Lines of the material that include the string "align" should be returned.
=== Section Start ===
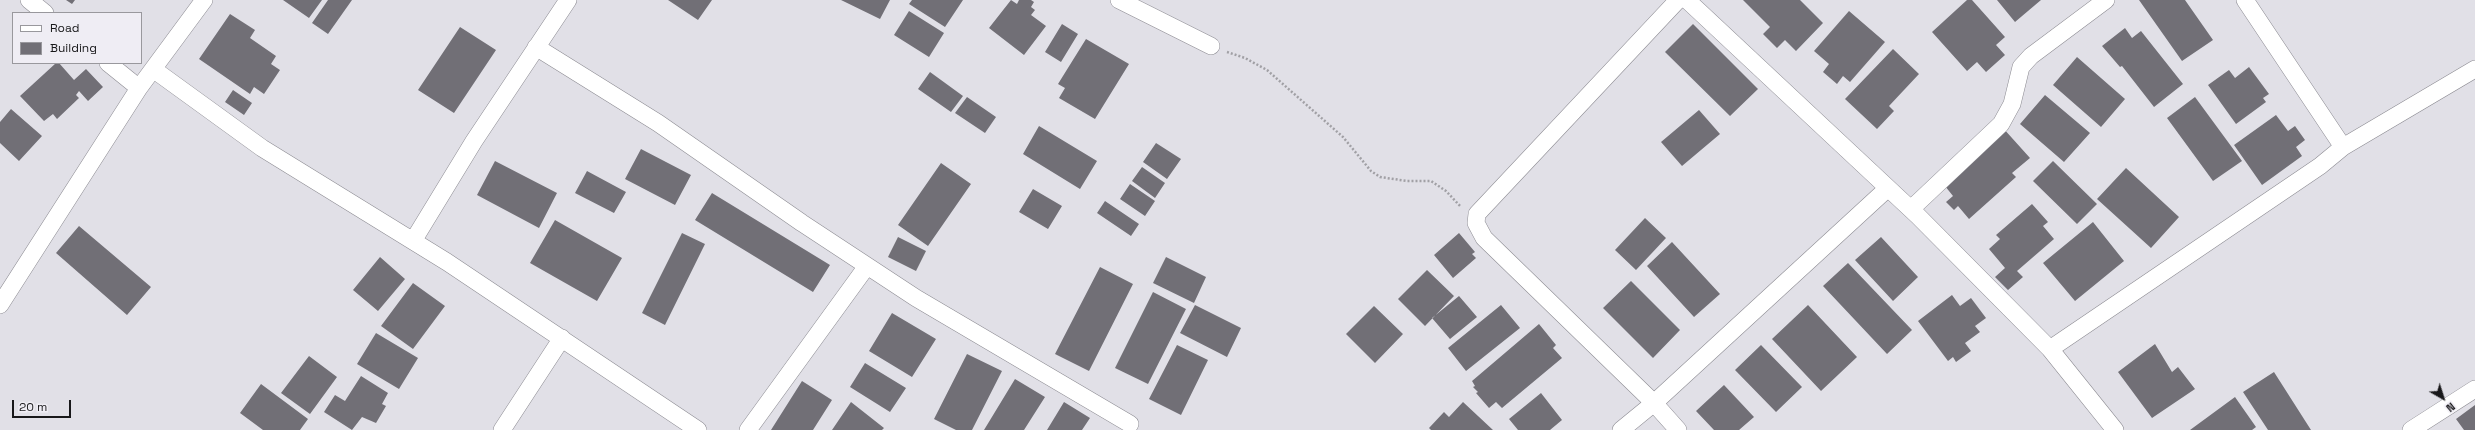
<!DOCTYPE html>
<html>
<head>
<meta charset="utf-8">
<style>
	body { margin:0 }
	#map { position:relative; width:2475px; height:430px; overflow:hidden; background:#e1e0e7; font-family:"Space Grotesk",sans-serif }
	canvas { display:block }
	.legend { position:absolute; left:12px; top:12px; width:130px; height:52px; box-sizing:border-box; background:#efedf4; border:1px solid #99989d; margin:0; padding:5px 7px; list-style:none; font-size:12px; color:#18181a }
	.legend li { display:flex; align-items:center; gap:8px; height:20px }
	.legend b { width:20px; border:1px solid #99989d }
	.north { position:absolute; left:2423px; top:378px; width:40px; height:40px; -webkit-text-stroke:3px #efedf4; paint-order:stroke; rotate:141deg; font-size:11px; font-weight:700; line-height:16px; text-align:center; color:#18181a }
	.north::after { content:''; display:block; margin:auto; width:14px; height:18px; background:#18181a; clip-path:polygon(50% 0,100% 100%,50% 72%,0 100%) }
	.scale { position:absolute; left:12px; top:400px; width:59px; height:18px; box-sizing:border-box; border:2px solid #18181a; border-top:0; padding-left:5px; font-size:12px; line-height:14px; white-space:nowrap; color:#18181a; -webkit-text-stroke:3px #efedf4; paint-order:stroke }
</style>
</head>
<body>
<div id="map">
<canvas width="2475" height="430"></canvas>
<ul class="legend">
<li><b style="height:5px;background:#fff"></b>Road</li>
<li><b style="height:11px;background:#716f76"></b>Building</li>
</ul>
<div class="north">N</div>
<div class="scale">20 m</div>
</div>
<script>
const g = document.querySelector('canvas').getContext('2d');
g.lineJoin = 'round';
function fill(path, color) { g.fillStyle = color; g.fill(path, 'evenodd'); }
const poly = rows => new Path2D(rows.map(r => 'M' + r).join(''));
function trace(path, color, width, dash) { g.strokeStyle = color; g.lineWidth = width; g.lineCap = dash ? 'butt' : 'round'; g.setLineDash(dash || []); g.stroke(path); }
fill(poly([
	[66,0,75,0,72,4],
	[283,0,322,0,309,18],
	[328,0,352,0,328,34,312,23],
	[668,0,712,0,698,20],
	[841,0,890,0,880,19],
	[912,0,963,0,945,27,909,4],
	[1011,0,1017,4,1019,0,1031,0,1034,2,1031,7,1035,10,1031,15,1046,26,1024,55,989,28],
	[1743,0,1800,0,1823,23,1796,51,1785,40,1777,48,1763,34,1770,27],
	[1967,0,1972,0,2005,37,1996,45,2005,55,1986,72,1977,62,1967,71,1932,32],
	[1997,0,2041,0,2015,22],
	[2139,0,2185,0,2213,40,2182,61],
	[909,11,944,33,929,57,894,35],
	[1849,11,1885,42,1850,82,1843,76,1837,84,1823,72,1829,64,1814,51],
	[230,14,255,30,250,38,276,56,271,64,280,70,264,94,254,87,250,94,199,59],
	[1062,24,1078,34,1061,62,1045,52],
	[1693,24,1758,89,1730,116,1665,52],
	[460,27,496,50,454,113,418,90],
	[2125,28,2132,38,2141,31,2183,84,2154,107,2122,66,2120,67,2102,46],
	[1086,39,1129,64,1095,119,1059,98,1065,88,1058,84],
	[1893,49,1919,74,1889,106,1894,111,1877,129,1845,99],
	[2077,57,2125,99,2101,127,2053,85],
	[56,63,59,63,74,80,86,69,103,87,88,101,79,91,76,95,79,98,57,119,53,114,44,121,20,96],
	[2249,67,2269,94,2263,98,2266,102,2236,124,2208,85,2229,70,2235,78],
	[930,72,963,96,951,112,918,89],
	[233,90,252,103,244,115,225,102],
	[2045,95,2090,133,2064,162,2020,124],
	[967,97,996,117,985,133,955,113],
	[2195,97,2242,161,2213,181,2167,118],
	[11,109,42,136,19,161,0,143,0,122],
	[1699,110,1720,134,1682,166,1661,142],
	[2276,115,2288,131,2295,126,2305,140,2296,147,2302,156,2262,185,2234,145],
	[1039,126,1097,161,1080,189,1023,154],
	[2003,128,2030,158,2012,173,2016,177,1969,219,1958,206,1954,210,1946,202,1953,196,1945,186],
	[1156,143,1181,159,1167,179,1143,162],
	[641,149,691,175,675,205,625,179],
	[495,161,557,193,539,228,477,195],
	[2053,161,2097,204,2077,224,2033,181],
	[941,163,971,184,928,246,898,225],
	[1142,167,1165,183,1155,198,1132,181],
	[2126,168,2179,217,2151,248,2097,199],
	[587,171,626,192,614,213,575,193],
	[1130,184,1155,201,1145,216,1120,199],
	[1033,189,1062,206,1048,229,1019,212],
	[712,193,830,265,813,292,695,220],
	[1105,201,1139,224,1131,236,1097,213],
	[2032,204,2048,222,2043,226,2054,239,2017,271,2023,277,2008,290,1995,277,2005,268,1989,249,2000,239,1996,235],
	[1645,218,1666,238,1636,270,1615,250],
	[555,220,622,258,597,301,530,263],
	[2093,222,2124,261,2075,301,2043,263],
	[79,226,151,287,127,315,56,253],
	[682,233,705,244,665,325,642,313],
	[1459,233,1475,252,1472,254,1476,258,1453,278,1434,255],
	[898,237,926,251,916,271,888,257],
	[1881,237,1918,277,1893,301,1855,260],
	[1672,242,1720,294,1694,317,1647,266],
	[380,257,405,279,378,311,353,290],
	[1166,257,1206,277,1194,303,1153,283],
	[1848,263,1912,330,1887,354,1823,286],
	[1100,267,1133,284,1089,371,1055,354],
	[1427,270,1454,296,1425,326,1398,299],
	[1631,281,1680,330,1653,358,1603,308],
	[413,283,445,306,413,349,381,326],
	[1153,292,1186,309,1148,384,1115,368],
	[1952,295,1960,306,1971,298,1986,318,1975,326,1980,332,1965,343,1971,351,1956,362,1953,357,1948,361,1918,321],
	[1459,296,1477,317,1450,339,1432,318],
	[1195,305,1241,328,1227,357,1180,333],
	[1501,305,1520,328,1466,371,1448,348],
	[1808,305,1857,357,1821,391,1772,339],
	[1374,306,1403,334,1375,363,1346,334],
	[892,313,936,339,912,377,869,351],
	[1539,324,1556,345,1553,348,1562,358,1502,408,1496,402,1489,408,1476,393,1478,392,1473,387,1475,386,1472,381],
	[376,333,418,358,399,389,357,364],
	[2155,344,2172,372,2178,367,2195,389,2152,418,2118,372],
	[1177,345,1208,360,1181,415,1149,399],
	[1761,345,1802,387,1776,412,1735,370],
	[967,354,1002,371,972,430,956,430,934,419],
	[309,356,337,377,310,414,281,393],
	[865,363,906,388,890,412,850,387],
	[2274,372,2311,430,2268,430,2243,392],
	[361,376,388,393,382,404,386,406,376,423,362,417,352,430,324,412,335,395,345,401],
	[1015,379,1045,397,1024,430,984,430],
	[802,381,832,400,813,430,771,430],
	[261,384,308,419,300,430,263,430,240,413],
	[1724,385,1754,417,1739,430,1714,430,1696,411],
	[1541,393,1562,420,1550,430,1518,430,1509,419],
	[2235,397,2256,427,2252,430,2190,430],
	[851,402,884,428,882,430,832,430],
	[1064,402,1090,418,1082,430,1047,430],
	[1463,402,1493,430,1431,430,1429,428,1444,412,1449,417],
	[2475,405,2475,430,2464,430,2456,419]
]), '#716f76');
const minor = poly([
	[29,0,45,13],
	[1119,0,1211,46],
	[1687,0,1918,216,2050,349,2115,430],
	[2245,0,2343,147],
	[536,47,658,123,802,223,916,298,1130,424],
	[108,63,139,88],
	[153,69,262,148,447,262,698,430],
	[1911,209,2001,124,2012,104,2021,67,2031,56,2106,0],
	[413,241,474,141,568,0],
	[0,305,139,88,204,0],
	[2050,349,2320,166,2343,147,2475,69],
	[502,430,562,338],
	[748,430,867,266],
	[1621,430,1654,403,1888,188],
	[1678,430,1654,403,1484,238,1476,223,1477,214,1678,0],
	[2411,430,2475,389]
]);
trace(minor, '#8c8b92', 18);
trace(poly([
	[1227,52,1245,58,1267,70,1343,137,1371,171,1380,177,1407,181,1431,181,1446,191,1461,207]
]), '#a1a0a5', 2.5, [2, 2]);
trace(minor, '#fff', 17);
</script>
</body>
</html>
=== Section End ===
## EXPECTED OUTPUT
	.legend li { display:flex; align-items:center; gap:8px; height:20px }
	.north { position:absolute; left:2423px; top:378px; width:40px; height:40px; -webkit-text-stroke:3px #efedf4; paint-order:stroke; rotate:141deg; font-size:11px; font-weight:700; line-height:16px; text-align:center; color:#18181a }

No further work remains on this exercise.